Start of INPUT FOR THIS TASK
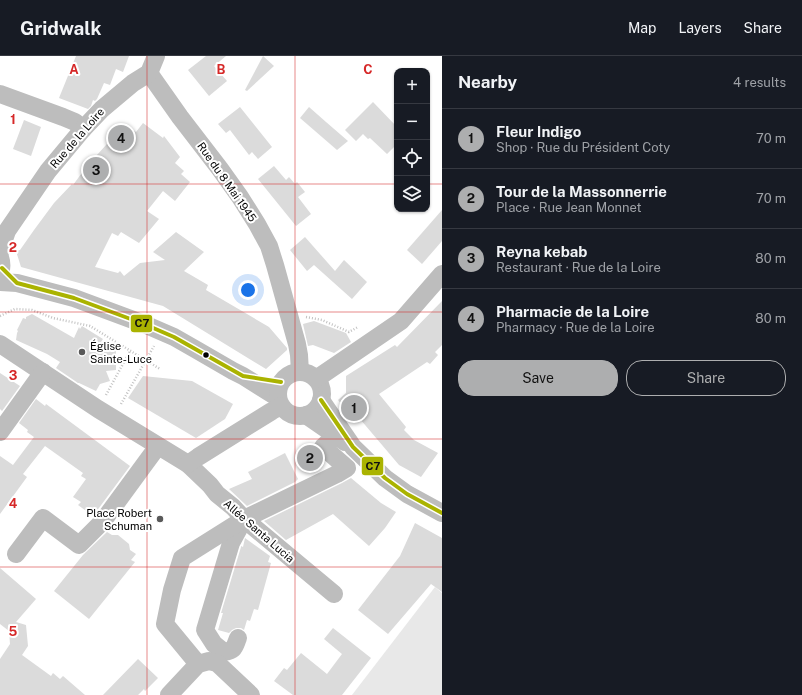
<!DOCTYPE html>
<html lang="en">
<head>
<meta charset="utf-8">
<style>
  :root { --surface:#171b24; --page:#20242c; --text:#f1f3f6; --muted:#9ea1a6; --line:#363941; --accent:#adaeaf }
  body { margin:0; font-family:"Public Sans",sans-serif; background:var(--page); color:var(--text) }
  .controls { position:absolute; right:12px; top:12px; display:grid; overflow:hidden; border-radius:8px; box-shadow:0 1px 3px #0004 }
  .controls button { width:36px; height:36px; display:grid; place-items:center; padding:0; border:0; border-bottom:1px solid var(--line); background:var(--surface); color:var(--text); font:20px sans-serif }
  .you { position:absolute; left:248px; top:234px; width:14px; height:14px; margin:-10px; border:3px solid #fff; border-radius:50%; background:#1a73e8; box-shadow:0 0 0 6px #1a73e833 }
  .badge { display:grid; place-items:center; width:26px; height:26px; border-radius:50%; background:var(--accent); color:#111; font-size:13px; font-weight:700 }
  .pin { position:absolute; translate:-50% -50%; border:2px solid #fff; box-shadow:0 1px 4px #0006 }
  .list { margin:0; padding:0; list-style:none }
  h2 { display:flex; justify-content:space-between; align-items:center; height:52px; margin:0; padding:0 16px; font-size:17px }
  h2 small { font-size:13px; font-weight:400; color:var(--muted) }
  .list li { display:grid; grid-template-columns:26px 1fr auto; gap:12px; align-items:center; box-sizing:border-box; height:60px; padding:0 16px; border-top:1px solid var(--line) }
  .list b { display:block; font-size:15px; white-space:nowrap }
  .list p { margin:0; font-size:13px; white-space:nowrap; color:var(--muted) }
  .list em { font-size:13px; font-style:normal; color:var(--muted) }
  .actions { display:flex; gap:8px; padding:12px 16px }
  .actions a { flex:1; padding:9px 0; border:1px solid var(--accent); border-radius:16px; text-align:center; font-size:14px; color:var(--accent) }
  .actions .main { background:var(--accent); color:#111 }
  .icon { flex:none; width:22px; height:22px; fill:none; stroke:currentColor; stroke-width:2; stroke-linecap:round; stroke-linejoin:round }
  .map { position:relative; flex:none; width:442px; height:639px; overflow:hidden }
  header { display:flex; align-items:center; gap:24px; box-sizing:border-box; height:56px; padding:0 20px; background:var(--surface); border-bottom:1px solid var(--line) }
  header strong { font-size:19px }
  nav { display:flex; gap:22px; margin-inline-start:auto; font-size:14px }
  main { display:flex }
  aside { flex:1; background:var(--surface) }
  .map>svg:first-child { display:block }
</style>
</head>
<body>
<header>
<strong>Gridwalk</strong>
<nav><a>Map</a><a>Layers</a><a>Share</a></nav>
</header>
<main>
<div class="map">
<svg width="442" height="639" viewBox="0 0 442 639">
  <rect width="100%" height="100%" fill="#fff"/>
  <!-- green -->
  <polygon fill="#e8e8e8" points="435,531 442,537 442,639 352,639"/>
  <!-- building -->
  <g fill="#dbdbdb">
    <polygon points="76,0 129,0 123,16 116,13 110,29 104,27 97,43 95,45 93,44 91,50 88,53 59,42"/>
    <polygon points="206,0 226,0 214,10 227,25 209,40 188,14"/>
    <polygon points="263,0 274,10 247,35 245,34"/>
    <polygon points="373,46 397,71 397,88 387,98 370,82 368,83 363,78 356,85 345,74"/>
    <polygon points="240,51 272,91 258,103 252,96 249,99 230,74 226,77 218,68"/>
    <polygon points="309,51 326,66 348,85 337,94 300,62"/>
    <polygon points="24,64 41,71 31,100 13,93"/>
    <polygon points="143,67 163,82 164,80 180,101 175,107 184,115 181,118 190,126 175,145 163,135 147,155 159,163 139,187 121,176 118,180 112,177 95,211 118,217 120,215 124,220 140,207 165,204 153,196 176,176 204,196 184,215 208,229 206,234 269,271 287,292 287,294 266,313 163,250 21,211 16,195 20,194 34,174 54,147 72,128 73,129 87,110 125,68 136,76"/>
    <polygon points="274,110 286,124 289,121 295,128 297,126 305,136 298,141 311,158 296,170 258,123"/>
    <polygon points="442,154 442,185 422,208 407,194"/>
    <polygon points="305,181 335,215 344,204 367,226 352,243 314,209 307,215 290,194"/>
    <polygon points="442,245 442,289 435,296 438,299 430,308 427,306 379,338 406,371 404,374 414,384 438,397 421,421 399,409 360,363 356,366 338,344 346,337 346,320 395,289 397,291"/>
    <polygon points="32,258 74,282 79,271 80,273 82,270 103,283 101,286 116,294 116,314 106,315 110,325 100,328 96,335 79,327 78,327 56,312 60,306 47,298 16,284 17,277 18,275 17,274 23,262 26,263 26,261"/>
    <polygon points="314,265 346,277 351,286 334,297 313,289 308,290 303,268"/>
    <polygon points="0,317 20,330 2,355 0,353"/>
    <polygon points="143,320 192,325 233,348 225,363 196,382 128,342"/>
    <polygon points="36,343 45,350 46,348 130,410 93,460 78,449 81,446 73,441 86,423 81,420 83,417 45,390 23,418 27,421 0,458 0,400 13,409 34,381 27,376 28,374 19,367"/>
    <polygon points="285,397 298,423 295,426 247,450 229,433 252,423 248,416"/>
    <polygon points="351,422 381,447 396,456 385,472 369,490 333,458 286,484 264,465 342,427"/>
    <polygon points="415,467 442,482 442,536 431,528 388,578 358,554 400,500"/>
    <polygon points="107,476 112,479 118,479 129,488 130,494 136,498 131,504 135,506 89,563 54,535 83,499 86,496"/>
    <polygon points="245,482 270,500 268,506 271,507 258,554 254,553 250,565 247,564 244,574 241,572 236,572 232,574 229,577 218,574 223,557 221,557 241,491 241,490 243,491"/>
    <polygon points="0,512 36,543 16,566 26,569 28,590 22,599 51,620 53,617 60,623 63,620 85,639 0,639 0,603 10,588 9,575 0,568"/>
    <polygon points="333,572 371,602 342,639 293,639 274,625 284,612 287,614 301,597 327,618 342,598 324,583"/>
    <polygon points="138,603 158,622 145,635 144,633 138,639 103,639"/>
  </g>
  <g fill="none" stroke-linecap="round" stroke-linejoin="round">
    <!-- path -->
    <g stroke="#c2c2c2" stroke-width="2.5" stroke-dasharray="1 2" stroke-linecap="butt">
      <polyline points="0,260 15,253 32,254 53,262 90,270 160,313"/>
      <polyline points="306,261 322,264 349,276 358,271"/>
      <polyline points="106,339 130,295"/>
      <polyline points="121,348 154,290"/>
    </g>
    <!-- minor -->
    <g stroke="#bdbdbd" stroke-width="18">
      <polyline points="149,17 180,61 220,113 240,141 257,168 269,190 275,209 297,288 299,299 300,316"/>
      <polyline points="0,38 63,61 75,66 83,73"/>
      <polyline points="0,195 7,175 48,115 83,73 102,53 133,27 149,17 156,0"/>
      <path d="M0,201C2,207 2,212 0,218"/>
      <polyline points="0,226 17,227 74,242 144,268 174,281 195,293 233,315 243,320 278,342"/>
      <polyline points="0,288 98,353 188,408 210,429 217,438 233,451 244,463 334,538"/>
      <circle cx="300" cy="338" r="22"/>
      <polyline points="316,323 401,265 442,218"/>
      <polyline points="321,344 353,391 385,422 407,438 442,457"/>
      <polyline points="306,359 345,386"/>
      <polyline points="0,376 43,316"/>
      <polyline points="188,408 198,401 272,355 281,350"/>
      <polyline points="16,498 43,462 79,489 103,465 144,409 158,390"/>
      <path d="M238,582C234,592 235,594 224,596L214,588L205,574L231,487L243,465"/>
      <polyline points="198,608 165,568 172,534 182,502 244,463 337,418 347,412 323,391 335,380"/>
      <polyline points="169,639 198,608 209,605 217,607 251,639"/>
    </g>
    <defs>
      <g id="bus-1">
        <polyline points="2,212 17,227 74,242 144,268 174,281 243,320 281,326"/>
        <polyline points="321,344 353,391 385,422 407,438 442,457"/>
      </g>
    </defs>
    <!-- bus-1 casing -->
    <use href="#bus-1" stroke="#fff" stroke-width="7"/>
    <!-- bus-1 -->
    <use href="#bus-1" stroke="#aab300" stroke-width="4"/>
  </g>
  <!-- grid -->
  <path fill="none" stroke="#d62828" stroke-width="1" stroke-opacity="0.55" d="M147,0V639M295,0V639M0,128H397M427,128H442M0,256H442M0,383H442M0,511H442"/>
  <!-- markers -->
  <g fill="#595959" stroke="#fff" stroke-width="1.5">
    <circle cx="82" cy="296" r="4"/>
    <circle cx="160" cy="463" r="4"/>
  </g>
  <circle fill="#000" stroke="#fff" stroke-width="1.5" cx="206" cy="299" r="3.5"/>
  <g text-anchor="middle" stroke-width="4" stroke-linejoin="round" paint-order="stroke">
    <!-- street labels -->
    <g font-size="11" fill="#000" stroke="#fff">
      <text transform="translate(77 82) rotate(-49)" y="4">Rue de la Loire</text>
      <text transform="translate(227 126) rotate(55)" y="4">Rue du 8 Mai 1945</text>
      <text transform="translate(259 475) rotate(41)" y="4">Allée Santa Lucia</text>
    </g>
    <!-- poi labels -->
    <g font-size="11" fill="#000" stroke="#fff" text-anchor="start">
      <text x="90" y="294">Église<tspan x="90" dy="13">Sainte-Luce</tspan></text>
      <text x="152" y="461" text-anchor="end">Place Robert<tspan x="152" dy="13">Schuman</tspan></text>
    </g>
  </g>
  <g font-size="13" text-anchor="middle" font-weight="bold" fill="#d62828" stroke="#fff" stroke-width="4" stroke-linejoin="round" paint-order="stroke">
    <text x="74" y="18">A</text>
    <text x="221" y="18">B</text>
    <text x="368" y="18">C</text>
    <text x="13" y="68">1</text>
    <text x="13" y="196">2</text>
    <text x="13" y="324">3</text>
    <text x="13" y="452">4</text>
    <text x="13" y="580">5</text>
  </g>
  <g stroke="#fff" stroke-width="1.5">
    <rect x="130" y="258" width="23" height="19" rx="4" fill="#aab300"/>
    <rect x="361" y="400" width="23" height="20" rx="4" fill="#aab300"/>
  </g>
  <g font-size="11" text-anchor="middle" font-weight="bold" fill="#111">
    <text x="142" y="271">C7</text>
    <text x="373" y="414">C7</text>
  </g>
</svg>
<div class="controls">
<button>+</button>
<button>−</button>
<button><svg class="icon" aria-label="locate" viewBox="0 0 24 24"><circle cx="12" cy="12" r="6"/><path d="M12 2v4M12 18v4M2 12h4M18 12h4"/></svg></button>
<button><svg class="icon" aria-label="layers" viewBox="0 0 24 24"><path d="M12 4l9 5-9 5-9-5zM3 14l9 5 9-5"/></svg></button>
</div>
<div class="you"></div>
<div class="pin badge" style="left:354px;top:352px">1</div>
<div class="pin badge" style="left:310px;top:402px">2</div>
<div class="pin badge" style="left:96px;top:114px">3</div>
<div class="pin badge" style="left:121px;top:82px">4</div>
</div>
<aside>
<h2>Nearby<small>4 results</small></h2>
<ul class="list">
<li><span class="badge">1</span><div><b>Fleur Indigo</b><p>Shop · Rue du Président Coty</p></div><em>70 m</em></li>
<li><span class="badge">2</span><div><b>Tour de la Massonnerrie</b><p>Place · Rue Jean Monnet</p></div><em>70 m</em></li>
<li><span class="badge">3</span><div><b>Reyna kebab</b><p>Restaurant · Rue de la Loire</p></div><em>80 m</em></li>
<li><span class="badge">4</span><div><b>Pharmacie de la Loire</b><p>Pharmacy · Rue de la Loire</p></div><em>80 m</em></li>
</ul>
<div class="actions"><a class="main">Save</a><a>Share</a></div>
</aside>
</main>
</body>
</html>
End of INPUT FOR THIS TASK
PROBLEM REQUIREMENTS: Transcribe the records above exactly, beginning at the line that contains "display:grid; grid-template-columns:26px 1fr" and ending with the line that contains "display:block; font-size:15px; white-space:nowrap", both included, and nothing else.

TASK RESPONSE:
  .list li { display:grid; grid-template-columns:26px 1fr auto; gap:12px; align-items:center; box-sizing:border-box; height:60px; padding:0 16px; border-top:1px solid var(--line) }
  .list b { display:block; font-size:15px; white-space:nowrap }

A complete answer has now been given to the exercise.